For a leading aviation client, the EMR clusters were responsible for running all ingestion, analytic and data science jobs on a different Individual clusters, clusters are running the scheduled jobs and the ad hoc jobs based on business needs. As part of cluster build process, it may use multiple EC2 instances up to 300 instances per month with auto scaling nodes. Because of this the client needs to spend more money for all the EMR EC2 instances. The challenge for the customer is cost optimization and better response time for the Spark.
Solution and Approach:
AWS Graviton Processor designed by AWS for delivering the EMR cloud workloads with best price and performance has been adopted as a solution.

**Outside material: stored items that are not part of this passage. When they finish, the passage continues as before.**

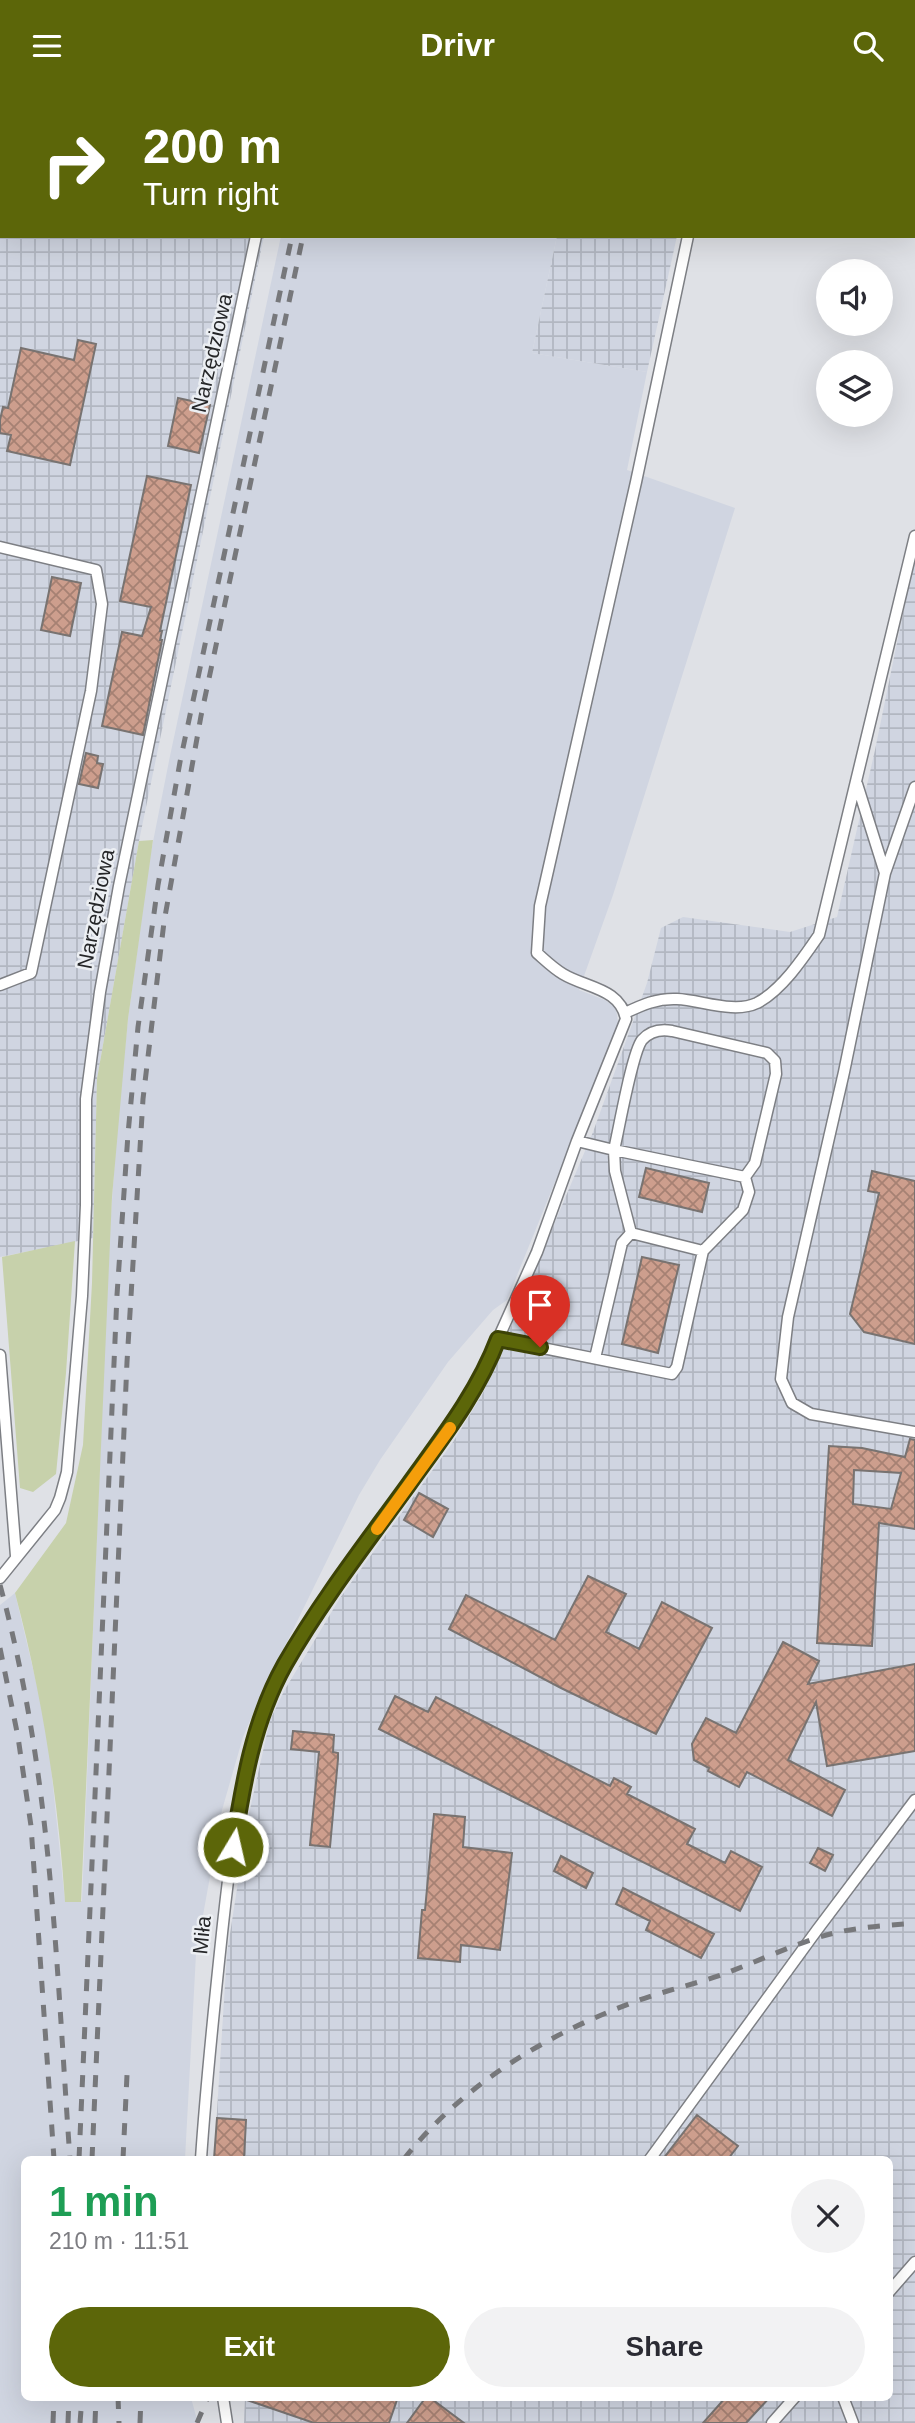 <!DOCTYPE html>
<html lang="en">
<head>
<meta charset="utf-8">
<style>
  :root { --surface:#fff; --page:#f2f2f3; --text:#2b2b33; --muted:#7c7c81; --accent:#5c6609 }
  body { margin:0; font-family:Arial,sans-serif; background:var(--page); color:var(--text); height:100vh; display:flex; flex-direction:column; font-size:26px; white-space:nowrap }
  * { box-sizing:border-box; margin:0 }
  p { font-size:23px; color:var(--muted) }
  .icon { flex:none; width:38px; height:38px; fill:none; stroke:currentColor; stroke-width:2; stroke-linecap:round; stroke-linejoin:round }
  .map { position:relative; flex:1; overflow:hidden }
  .details { position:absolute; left:21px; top:2065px; width:872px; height:245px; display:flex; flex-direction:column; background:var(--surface); border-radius:10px; box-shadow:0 7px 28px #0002 }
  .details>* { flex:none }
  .guide { position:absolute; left:0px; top:0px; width:915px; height:147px; box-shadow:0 7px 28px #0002; background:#5c6609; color:#fff; overflow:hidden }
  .buttons { position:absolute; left:816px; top:168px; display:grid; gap:14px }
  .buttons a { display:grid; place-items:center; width:77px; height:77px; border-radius:50%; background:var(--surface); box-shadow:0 7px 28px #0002; font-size:35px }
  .pin { position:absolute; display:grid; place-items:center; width:60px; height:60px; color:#fff; margin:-72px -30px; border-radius:50% 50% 50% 0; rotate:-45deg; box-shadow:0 0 7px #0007 }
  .pin .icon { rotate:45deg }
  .me { position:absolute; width:77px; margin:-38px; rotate:9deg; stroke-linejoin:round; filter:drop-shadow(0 0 5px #0008) }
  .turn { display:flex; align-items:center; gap:24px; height:147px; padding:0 28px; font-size:32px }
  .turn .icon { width:91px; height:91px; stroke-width:2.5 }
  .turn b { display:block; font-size:49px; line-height:60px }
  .round { display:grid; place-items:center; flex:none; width:74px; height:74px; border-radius:37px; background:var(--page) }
  .head { display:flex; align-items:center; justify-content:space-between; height:119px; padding:0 28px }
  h1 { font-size:42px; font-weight:600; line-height:52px; color:#1e9e55 }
  .action { display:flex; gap:14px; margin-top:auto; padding:14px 28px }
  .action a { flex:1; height:80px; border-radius:42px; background:var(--accent); color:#fff; font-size:28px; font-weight:600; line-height:80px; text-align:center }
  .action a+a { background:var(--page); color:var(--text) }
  header { display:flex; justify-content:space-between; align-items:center; height:91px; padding:0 28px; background:var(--accent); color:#fff; font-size:32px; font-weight:600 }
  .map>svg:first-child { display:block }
  .built { fill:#d0d5e1 }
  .industrial { fill:url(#industrial-grid) }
  .grass { fill:#c7d1ab }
  .building { fill:url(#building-cross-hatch); stroke:#787371; stroke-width:2; fill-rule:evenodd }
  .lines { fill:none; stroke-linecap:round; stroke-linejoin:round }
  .lane-casing { stroke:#7d7f84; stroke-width:13 }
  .lane { stroke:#fff; stroke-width:10 }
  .rail { stroke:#77787b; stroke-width:5; stroke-dasharray:12 12; stroke-linecap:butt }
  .route-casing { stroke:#3c4206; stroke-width:18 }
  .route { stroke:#5c6609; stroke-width:12 }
  .slow { stroke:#f59e0b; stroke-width:12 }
  .labels { text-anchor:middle; stroke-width:5; stroke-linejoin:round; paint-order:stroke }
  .street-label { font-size:21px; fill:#252628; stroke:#eceff3 }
</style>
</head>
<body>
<header><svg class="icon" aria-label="menu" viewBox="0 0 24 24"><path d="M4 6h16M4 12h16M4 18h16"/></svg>Drivr<svg class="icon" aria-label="search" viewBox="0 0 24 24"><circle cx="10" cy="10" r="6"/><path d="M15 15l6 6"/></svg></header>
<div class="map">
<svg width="915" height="2332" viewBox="0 0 915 2332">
  <defs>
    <pattern id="industrial-grid" width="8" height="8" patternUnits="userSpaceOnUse" patternTransform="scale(1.75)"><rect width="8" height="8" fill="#d0d5e1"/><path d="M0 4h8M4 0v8" fill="none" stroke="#b2b7c1"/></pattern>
    <pattern id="building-cross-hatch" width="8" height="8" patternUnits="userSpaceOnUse" patternTransform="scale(1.75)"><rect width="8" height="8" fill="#cd9e8d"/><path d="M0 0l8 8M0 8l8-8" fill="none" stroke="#a68173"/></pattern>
  </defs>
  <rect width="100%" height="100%" fill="#dfe1e6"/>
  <!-- built -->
  <path class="built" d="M312,0H688L312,2Z
    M281,145H557L532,262L647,281L627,379L735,417L613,804L579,899L605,909L616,917L618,932L616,941L507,1209L493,1219L448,1271L380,1369L359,1404L260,1606L243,1646L222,1719L196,1863L185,2068H24V2306L191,2307L198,2332H0V1514L15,1502L39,1603L49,1657L65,1810H82L108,1168L118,1022L128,928L149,771L170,665Z"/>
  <!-- industrial -->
  <path class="industrial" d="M0,0H294L2,2V145H264L139,750L97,988L93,1147L0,1166Z
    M557,145H677L647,281L532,262Z
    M915,464V2332H244L245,2306H889V2068H214L227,1862L248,1727L270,1629L284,1600L340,1507L453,1351L482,1304L593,1041L647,892L661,837L683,826L790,841L837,826L875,659Z"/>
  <!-- grass -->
  <path class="grass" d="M153,749L128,928L112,1106L81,1811H65C58,1706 42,1603 15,1502L66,1432L83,1354L92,1192L97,988L139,750Z
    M75,1150L66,1282L56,1383L33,1401L20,1397L2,1166Z"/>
  <!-- building -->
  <path class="building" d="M78,249L96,253L70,374L7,360L11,344L0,342V329L3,316L8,317L21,257L74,269Z
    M178,307L210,314L199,362L168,355Z
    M147,385L191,394L160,540H162L160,549H162L143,644L102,635L122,541L142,545L151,516L120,510Z
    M52,486L81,492L70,545L41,539Z
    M86,662L98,665L97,672L103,673L98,697L79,693Z
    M646,1077L709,1092L702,1121L639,1106Z
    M872,1080L915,1090V1253L864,1241L850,1223L879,1102L868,1100Z
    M642,1166L679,1174L658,1262L622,1253Z
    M910,1348L915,1349V1438L879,1432L872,1555L817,1552L829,1355L862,1357L905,1366ZM854,1379L901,1382L891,1418L853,1413Z
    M419,1402L448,1418L433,1446L404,1429Z
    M588,1485L626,1503L606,1541L639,1558L662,1511L712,1537L656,1643L561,1597L449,1538L466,1504L555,1549Z
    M783,1551L819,1570L808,1593L915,1573V1660L827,1675L816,1611L788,1669L845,1699L832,1725L747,1681L739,1696L708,1680L709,1677L694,1669L692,1653L706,1627L736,1642Z
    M395,1605L428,1621L436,1606L610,1695L614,1687L631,1696L627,1703L695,1738L687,1753L725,1772L731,1760L762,1776L740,1820L379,1638Z
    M293,1640L334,1644L333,1661L338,1662V1668L330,1756L310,1754L319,1661L291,1658Z
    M434,1723L465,1726L463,1756L512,1762L500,1859L461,1854L460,1871L418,1867L422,1819H425Z
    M818,1757L833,1764L825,1780L810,1772Z
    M561,1765L593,1782L586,1797L554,1780Z
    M623,1797L714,1843L701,1867L646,1839L650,1830L616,1813Z
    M697,2024L738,2055L728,2068H663Z
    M217,2027L246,2029L244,2068H214Z
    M247,2306H398L389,2332H314L247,2309Z
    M426,2306H429L464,2332H407Z
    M726,2306H770L746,2332H703Z"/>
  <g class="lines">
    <!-- lane casing -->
    <g class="lane-casing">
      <path id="lane" d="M285,2V0
        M714,2L715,0
        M0,456L96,479L102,513L91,600L31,882L0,894
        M857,693L885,782
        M915,696L885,782L844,981L788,1226L781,1288L792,1312L811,1323L915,1341
        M625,922C642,914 657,907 677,908C701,909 734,923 757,912C782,899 804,866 819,844L915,445
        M577,1050L614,1059C619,1038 632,962 642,949C650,940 661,938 672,940L767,962L775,970L776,983L755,1072L745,1086
        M631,1142L703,1160
        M498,1248L537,1161L577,1050L626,928C620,897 586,897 563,883C553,877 545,869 537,862L540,815L636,391L688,145
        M0,1264L16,1465
        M0,1487L55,1419L60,1407L67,1381L82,1205L86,1114V1008L100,901L119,795L153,632L256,145
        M201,2068C206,1993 214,1917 222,1842C232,1751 241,1658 284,1575C293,1558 305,1542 315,1526C348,1476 384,1427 419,1379C449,1338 480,1296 498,1248L672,1283L677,1276L703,1160L743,1119L749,1101L745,1086L614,1059L615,1080L631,1142L622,1152L595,1267
        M650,2068L817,1839L915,1709
        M889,2201L915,2171
        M223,2306L227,2332
        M843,2306L853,2332
        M772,2332L795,2306"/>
    </g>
    <!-- lane -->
    <use href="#lane" class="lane"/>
    <!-- rail -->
    <path class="rail" d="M323,2V0
      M334,2L335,0
      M0,1494C52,1683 56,1874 70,2068
      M0,1557L18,1646L31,1735L54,2068
      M79,2068L117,1204L128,1043L138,936L158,794L180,671L292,145
      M92,2068L127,1271L143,1008L164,831L201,625L303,145
      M123,2068L127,1984
      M404,2068C462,1994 547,1943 634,1911C663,1900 692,1894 721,1884C754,1872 787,1856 820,1846C851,1836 884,1835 915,1832
      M118,2306L119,2332
      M53,2332L54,2306
      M68,2332L69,2306
      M80,2332L82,2306
      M95,2332L96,2306
      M140,2332L141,2306
      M197,2332L208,2306"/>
  </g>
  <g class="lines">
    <!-- route casing -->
    <g class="route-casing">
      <path id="route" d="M233,1756C243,1693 253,1630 285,1573C321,1510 367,1451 409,1393C442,1347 478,1301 498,1248L540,1256"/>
    </g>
    <!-- route -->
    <use href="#route" class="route"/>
    <!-- slow -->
    <path class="slow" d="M377,1438L450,1337"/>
  </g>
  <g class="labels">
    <!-- street labels -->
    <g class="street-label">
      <text transform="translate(212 262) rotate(-77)" y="7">Narzędziowa</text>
      <text transform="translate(96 818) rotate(-79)" y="7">Narzędziowa</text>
      <text transform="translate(202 1844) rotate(-84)" y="7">Miła</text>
    </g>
  </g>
</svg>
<div class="buttons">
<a><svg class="icon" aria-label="sound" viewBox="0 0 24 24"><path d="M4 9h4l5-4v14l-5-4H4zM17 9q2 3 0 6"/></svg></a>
<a><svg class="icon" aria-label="layers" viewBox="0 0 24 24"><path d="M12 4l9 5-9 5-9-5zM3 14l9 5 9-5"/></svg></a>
</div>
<div class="pin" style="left:540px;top:1256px;background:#d93025"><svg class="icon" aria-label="arrive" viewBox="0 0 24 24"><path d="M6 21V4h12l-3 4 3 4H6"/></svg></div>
<svg class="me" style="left:233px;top:1756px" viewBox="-20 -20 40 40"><circle r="17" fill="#5c6609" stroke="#fff" stroke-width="3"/><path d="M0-11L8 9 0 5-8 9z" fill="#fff"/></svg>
<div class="guide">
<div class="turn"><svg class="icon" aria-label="right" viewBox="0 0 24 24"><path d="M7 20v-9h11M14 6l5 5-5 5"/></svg><div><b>200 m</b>Turn right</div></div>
</div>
<section class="details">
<div class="head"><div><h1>1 min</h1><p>210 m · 11:51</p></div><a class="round"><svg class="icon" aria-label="close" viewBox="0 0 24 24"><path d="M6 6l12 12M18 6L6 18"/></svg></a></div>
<div class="action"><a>Exit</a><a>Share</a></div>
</section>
</div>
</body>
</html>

Graviton Provides Exceptional Business Agility by Connecting Applications to a modern and Agile Approach for Software Development and Infrastructure. Easy Scalability, Connectivity, Analytics and Decreases Time-to-market. Apache Spark is performance optimized on Amazon EMR cluster version release 5.28.0 and later. This feature as enabled our current customer configuration to migrate to run Apache Spark with Amazon EMR cluster on Graviton. AWS Graviton AMI processor resulted in 30% cost reduction and increases 15% spark performance.
Below is the EMR Clusters architecture for reference: -
By migrating to Graviton platform the customer is able to reduce 30% on the cost of the cluster and increase Spark performance by 15%.